The Bush administration is planning to ask Congress for authority to tap into VHA budget accounts to pay for job competitions, according to Duffy. "I think what we're looking to do is to simply ask for an amendment to an appropriations bill that would permit us to use such sums as would be necessary from those accounts to do the cost comparisons," said Duffy. "We're cautiously optimistic we'll get relief sooner rather than later."

The administration could request authority through a supplemental appropriations bill, or through the fiscal 2004 budget process, according to Duffy. Congress routinely granted such authority in the 1990's, he added. But some legislators, including Rep. Lane Evans, D-Ill., the ranking member on the House Veterans Affairs Committee, might resist efforts to use VHA funds to pay for competitive sourcing.

"Congressman Evans would be adamantly opposed to any change to the existing statute that bars the administration from using already severely limited veterans' health care funds for its unproven pet project," said James Holley, Democratic staff director for the committee. "Veterans must come first."

The American Federation of Government Employees, the largest federal employee union, would also oppose the administration's request. "It is outrageous that they would attempt to divert money from veterans' health care to pay off high-priced privatization consultants to conduct wasteful privatization studies," said Linda Bennett, a lobbyist with the union.

The VA plans to devote all savings generated by competitive sourcing to veterans' health care programs, according to Duffy.

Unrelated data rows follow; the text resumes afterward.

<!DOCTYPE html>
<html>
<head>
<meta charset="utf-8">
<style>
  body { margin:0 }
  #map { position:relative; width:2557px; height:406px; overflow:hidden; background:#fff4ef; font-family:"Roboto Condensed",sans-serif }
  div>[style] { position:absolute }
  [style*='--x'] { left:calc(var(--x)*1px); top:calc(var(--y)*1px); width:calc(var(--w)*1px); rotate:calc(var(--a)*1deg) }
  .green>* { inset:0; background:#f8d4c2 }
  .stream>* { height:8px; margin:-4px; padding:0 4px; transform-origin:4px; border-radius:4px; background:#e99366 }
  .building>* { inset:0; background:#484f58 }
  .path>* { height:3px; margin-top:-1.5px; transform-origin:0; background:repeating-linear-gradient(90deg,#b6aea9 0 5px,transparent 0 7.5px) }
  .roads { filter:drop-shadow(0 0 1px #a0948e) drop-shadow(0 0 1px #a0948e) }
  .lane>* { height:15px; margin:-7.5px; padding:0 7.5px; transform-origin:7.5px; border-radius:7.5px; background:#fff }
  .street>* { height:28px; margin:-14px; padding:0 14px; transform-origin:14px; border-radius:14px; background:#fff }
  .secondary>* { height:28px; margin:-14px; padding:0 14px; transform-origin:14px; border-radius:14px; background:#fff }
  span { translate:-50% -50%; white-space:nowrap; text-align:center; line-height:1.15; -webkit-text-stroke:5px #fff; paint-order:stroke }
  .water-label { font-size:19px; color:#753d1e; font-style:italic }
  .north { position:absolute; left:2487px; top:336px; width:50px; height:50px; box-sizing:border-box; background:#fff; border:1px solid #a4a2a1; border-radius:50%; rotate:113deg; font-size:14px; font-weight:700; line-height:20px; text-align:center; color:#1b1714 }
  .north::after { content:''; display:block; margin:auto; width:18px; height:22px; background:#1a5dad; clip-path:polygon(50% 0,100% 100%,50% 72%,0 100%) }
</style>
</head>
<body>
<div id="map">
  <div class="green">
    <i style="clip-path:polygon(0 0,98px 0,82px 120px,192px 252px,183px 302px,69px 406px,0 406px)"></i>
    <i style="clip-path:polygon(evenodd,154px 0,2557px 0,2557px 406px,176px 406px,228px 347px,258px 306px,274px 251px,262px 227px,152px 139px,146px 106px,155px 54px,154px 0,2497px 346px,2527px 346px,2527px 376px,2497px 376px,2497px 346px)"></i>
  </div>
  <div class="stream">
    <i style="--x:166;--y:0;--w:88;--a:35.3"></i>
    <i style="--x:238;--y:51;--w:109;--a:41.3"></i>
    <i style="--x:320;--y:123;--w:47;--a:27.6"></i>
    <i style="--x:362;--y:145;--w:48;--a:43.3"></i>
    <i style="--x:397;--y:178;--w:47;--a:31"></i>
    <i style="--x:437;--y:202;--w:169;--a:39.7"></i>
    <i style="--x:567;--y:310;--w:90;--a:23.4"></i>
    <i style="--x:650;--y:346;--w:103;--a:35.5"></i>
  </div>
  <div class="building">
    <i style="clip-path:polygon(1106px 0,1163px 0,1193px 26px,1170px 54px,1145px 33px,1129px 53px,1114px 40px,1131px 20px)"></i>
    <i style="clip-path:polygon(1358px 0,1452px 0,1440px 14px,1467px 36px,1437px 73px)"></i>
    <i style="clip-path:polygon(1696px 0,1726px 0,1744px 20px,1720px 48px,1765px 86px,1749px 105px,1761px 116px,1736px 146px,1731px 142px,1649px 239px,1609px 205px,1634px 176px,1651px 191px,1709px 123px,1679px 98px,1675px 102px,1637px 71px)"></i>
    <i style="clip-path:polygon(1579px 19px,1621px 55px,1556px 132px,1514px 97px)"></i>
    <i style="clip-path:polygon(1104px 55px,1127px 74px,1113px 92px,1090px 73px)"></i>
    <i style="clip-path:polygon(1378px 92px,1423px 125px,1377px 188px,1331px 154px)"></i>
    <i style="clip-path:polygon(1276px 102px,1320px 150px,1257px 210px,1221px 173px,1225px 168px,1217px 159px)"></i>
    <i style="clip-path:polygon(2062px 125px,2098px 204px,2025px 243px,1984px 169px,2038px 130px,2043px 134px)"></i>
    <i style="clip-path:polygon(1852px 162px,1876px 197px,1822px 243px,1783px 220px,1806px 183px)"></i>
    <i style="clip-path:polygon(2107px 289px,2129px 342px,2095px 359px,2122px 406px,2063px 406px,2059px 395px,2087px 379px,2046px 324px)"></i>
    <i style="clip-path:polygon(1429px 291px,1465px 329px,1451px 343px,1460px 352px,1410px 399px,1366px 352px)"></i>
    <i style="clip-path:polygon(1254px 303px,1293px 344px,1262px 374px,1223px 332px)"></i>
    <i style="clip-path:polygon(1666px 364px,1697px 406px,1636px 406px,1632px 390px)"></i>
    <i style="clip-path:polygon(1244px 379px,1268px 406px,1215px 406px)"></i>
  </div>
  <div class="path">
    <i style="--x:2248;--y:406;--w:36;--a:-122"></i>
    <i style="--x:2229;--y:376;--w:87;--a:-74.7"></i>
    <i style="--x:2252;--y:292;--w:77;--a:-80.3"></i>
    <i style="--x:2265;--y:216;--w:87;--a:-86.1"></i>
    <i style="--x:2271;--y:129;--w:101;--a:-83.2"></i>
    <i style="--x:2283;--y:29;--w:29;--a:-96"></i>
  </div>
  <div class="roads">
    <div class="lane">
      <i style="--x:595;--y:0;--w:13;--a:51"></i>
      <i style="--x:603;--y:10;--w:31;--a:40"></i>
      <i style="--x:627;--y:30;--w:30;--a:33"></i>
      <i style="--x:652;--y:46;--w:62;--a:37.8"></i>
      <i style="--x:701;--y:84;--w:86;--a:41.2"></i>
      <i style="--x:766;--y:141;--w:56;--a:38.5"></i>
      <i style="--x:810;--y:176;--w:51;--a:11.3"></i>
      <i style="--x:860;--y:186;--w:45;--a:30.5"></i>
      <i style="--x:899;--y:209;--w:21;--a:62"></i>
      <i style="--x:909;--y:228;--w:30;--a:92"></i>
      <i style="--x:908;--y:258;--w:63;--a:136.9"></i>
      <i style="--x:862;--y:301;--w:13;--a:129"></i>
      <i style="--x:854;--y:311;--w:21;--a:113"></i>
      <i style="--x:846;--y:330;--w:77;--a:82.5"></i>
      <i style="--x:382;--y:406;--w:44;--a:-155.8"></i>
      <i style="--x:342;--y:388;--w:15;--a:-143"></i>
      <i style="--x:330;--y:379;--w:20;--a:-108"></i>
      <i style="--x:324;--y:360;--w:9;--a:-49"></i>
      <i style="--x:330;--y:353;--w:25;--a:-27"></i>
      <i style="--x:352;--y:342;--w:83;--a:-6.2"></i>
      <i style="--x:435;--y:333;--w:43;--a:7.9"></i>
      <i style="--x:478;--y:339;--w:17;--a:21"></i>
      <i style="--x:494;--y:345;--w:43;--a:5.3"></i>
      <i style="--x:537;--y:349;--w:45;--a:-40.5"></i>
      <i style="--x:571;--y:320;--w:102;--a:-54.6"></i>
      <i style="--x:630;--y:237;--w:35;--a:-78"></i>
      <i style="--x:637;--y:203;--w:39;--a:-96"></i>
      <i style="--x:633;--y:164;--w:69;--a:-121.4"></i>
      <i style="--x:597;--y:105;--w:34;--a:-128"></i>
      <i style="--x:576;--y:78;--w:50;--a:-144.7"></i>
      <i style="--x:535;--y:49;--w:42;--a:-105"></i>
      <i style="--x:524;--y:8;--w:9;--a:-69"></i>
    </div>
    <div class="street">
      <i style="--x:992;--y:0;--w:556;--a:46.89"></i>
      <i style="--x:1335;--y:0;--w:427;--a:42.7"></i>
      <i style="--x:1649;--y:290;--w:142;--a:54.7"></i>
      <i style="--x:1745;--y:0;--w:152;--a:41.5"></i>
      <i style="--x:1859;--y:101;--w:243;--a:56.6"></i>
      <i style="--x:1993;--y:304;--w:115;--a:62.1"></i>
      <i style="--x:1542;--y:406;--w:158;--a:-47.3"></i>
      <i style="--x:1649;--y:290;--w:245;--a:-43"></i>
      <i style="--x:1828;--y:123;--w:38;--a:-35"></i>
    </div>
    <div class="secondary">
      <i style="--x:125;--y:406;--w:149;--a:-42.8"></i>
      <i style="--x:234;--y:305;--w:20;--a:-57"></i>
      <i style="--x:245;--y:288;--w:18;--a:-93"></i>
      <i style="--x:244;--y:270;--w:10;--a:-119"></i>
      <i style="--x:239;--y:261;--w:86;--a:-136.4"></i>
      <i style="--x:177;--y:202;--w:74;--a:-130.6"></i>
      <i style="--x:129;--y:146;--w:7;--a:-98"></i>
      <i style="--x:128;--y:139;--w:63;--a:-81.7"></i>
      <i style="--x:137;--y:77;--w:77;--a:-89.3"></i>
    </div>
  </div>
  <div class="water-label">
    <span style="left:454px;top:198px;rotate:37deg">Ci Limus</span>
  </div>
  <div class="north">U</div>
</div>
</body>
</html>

The department estimates that job competitions could yield $1.3 billion in savings over five years, according to a May 14 letter to Evans from then-OMB Director Mitch Daniels.

Some job competitions could still go forward despite the April 28 ruling, according to Duffy. The ruling does not apply to employees in VA's canteen service, which provides cafeteria services to veterans on an outpatient basis. The VA is planning to start a job competition involving 1,500 canteen employees later this year, according to Duffy. The department could also explore holding competitions involving employees of the Veterans Benefits Administration and National Cemetery Administration, Duffy said.

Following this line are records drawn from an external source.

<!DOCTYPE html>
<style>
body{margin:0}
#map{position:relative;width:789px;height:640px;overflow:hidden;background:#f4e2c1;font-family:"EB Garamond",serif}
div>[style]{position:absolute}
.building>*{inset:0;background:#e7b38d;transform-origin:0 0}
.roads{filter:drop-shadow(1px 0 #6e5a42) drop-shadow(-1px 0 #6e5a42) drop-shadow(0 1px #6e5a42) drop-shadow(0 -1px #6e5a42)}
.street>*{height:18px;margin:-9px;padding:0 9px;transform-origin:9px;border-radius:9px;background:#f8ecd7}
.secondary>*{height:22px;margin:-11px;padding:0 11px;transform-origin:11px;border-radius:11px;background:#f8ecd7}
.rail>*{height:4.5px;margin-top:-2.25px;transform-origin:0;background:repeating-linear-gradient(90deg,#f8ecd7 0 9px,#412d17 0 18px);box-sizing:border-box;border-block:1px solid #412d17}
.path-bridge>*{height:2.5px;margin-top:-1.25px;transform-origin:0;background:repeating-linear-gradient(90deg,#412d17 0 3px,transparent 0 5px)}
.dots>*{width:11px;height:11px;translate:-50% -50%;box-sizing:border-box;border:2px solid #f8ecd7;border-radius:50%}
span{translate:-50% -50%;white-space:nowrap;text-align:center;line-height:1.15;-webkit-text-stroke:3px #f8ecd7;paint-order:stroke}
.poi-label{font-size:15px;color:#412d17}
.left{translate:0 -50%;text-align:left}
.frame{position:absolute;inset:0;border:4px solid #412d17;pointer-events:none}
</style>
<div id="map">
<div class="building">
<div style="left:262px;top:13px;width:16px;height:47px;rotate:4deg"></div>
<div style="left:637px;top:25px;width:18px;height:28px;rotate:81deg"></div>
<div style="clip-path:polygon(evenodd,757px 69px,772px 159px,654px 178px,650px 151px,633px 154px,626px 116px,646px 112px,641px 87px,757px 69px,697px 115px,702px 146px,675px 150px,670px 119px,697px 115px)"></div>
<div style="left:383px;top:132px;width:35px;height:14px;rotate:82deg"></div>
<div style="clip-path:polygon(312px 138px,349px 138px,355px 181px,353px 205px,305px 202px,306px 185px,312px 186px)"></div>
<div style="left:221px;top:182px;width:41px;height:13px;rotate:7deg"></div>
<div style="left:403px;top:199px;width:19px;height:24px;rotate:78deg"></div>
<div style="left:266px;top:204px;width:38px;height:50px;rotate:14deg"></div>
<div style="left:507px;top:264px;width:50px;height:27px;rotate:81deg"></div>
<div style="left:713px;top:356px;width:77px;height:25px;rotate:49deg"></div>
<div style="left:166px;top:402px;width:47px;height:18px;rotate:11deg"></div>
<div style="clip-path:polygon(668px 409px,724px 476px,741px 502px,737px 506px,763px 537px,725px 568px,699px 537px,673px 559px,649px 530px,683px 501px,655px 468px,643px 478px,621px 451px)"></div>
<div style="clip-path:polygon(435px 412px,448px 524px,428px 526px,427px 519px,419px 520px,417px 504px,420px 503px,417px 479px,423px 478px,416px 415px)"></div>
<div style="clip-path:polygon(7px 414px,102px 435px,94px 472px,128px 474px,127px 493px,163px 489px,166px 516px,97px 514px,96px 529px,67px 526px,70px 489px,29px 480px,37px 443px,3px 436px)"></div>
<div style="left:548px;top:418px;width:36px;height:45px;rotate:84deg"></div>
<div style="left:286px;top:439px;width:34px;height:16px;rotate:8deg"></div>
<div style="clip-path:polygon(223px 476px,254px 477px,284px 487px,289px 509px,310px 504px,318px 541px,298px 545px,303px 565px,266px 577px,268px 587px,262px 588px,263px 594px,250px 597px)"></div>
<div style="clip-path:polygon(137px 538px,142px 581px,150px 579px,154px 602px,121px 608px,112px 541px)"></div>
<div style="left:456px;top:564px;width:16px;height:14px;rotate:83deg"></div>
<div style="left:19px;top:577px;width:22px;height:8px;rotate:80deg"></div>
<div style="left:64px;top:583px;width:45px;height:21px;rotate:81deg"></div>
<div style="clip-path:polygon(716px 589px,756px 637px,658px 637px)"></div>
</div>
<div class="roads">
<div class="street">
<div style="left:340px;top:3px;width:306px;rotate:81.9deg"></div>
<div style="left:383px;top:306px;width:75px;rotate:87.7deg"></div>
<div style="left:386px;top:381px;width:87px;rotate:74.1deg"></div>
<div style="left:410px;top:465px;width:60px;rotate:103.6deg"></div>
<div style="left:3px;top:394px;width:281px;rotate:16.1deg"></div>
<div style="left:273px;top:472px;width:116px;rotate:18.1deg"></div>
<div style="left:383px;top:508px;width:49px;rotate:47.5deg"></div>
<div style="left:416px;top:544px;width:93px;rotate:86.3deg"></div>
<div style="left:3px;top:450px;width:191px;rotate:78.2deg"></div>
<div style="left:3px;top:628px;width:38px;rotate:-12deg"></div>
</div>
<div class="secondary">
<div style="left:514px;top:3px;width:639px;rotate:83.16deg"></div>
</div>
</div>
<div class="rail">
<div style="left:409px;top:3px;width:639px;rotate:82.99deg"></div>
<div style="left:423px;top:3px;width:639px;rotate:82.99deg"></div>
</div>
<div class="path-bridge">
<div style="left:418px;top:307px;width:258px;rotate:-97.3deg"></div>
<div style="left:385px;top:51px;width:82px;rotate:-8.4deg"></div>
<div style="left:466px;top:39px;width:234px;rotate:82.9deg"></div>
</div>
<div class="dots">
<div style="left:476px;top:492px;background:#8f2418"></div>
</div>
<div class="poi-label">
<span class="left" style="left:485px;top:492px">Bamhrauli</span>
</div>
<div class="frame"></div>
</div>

VA had planned only to hold competitions involving VHA employees. The VHA has almost 190,000 jobs that are commercial in nature and eligible for competitive sourcing.

The VHA finished job competitions on a few laundry centers before April 28, including the competition run by McGuire, which involved 34 VA employees at four laundries in Tennessee, Kentucky, and West Virginia. Duffy said he believes the ruling does not impact completed studies, although VA officials have not made a final decision on the matter.

Officials at VA headquarters are still working on procedures to speed competitive sourcing once the program is resumed. The VA's competitive sourcing office is working on a how-to guide for holding studies using the "Tier 2" process, and has been studying OMB's new A-76 circular, according to Duffy.